How many lines in the records below hold the string "positions"? Please answer with the number and nothing more.

[Stored data entries]
-*-

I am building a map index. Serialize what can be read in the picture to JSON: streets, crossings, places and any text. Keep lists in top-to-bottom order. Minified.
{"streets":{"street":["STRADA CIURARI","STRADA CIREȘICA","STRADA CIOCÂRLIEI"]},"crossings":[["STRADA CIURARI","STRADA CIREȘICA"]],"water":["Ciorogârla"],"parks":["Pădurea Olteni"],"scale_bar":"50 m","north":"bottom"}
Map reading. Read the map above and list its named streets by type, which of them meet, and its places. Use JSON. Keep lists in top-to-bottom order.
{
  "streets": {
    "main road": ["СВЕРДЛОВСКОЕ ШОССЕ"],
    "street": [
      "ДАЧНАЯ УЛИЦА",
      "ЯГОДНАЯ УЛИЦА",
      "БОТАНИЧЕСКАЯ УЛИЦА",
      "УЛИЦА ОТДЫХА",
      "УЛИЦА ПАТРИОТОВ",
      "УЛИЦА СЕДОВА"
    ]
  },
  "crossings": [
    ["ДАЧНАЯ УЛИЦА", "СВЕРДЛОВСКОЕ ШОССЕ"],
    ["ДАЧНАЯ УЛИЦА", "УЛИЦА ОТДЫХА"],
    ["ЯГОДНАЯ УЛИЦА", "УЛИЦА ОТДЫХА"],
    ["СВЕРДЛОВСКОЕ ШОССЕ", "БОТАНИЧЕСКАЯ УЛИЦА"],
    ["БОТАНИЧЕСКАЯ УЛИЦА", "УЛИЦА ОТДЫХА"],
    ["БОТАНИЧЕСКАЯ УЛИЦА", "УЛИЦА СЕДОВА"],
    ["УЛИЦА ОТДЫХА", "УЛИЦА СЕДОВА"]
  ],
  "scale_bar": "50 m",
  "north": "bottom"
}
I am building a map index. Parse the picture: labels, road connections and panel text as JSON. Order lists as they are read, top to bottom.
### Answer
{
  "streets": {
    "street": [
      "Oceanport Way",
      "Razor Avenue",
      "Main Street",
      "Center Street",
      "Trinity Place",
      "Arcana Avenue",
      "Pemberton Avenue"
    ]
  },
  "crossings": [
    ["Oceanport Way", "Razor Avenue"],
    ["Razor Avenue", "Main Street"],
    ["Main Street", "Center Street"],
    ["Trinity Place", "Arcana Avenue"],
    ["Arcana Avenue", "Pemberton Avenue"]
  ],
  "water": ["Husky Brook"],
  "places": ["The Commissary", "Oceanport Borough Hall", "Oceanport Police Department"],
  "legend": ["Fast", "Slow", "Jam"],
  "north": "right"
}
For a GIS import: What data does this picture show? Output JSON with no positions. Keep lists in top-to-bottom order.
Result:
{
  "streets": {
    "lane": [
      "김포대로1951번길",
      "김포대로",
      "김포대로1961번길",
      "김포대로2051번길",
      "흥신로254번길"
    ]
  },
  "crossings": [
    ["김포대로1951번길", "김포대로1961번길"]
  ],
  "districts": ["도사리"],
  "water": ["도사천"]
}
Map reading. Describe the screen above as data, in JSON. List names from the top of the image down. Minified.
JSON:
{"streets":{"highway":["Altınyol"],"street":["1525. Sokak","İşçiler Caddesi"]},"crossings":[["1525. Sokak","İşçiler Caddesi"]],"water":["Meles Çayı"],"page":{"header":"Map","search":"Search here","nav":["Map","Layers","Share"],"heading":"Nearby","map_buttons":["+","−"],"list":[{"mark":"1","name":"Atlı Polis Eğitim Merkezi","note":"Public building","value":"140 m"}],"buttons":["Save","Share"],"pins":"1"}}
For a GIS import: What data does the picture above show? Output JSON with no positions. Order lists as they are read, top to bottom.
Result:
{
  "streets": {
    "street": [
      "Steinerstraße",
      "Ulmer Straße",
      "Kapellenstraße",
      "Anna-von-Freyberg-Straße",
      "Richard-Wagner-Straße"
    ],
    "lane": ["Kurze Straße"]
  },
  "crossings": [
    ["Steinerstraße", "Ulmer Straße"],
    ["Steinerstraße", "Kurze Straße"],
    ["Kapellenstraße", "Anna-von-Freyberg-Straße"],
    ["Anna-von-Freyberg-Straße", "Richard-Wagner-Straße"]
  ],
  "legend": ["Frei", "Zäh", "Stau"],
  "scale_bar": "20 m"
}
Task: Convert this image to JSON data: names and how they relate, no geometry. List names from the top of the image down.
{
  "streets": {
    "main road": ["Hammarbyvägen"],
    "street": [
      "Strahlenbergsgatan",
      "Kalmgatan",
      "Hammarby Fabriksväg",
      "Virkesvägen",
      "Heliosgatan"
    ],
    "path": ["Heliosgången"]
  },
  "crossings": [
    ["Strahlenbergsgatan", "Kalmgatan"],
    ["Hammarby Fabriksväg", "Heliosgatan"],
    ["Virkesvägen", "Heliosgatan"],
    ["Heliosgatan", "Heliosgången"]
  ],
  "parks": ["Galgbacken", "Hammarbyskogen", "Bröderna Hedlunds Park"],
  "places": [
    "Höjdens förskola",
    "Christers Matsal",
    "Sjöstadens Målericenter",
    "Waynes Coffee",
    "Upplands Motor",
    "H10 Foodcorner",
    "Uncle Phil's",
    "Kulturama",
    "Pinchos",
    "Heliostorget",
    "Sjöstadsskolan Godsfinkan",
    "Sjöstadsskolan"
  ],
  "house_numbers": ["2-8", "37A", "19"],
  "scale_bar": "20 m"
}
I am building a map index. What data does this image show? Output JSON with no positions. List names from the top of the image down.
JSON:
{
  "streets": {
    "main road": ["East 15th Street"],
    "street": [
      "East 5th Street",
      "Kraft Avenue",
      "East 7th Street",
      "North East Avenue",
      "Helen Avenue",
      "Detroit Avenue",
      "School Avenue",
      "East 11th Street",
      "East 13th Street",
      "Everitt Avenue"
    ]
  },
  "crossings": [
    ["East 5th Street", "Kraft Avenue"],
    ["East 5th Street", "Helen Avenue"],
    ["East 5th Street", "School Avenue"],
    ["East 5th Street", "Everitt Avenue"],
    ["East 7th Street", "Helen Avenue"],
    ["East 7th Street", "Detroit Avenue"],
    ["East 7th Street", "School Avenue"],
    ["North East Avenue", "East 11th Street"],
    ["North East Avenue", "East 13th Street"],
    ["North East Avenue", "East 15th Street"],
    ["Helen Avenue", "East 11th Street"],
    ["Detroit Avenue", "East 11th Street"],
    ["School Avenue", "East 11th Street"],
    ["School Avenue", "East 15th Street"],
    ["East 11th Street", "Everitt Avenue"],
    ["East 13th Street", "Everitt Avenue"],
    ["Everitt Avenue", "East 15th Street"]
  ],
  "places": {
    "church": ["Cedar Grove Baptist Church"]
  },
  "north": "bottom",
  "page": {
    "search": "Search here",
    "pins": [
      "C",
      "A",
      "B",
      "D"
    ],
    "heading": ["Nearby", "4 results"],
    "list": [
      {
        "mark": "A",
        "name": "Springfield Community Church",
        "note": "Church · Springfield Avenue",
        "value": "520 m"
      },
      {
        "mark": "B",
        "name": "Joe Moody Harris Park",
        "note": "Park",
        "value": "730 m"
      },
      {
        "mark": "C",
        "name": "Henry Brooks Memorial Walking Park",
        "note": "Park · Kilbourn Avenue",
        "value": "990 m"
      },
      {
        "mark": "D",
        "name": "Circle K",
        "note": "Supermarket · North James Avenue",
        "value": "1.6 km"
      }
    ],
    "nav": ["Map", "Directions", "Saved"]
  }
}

-*-

WRITTEN SOLUTION.
3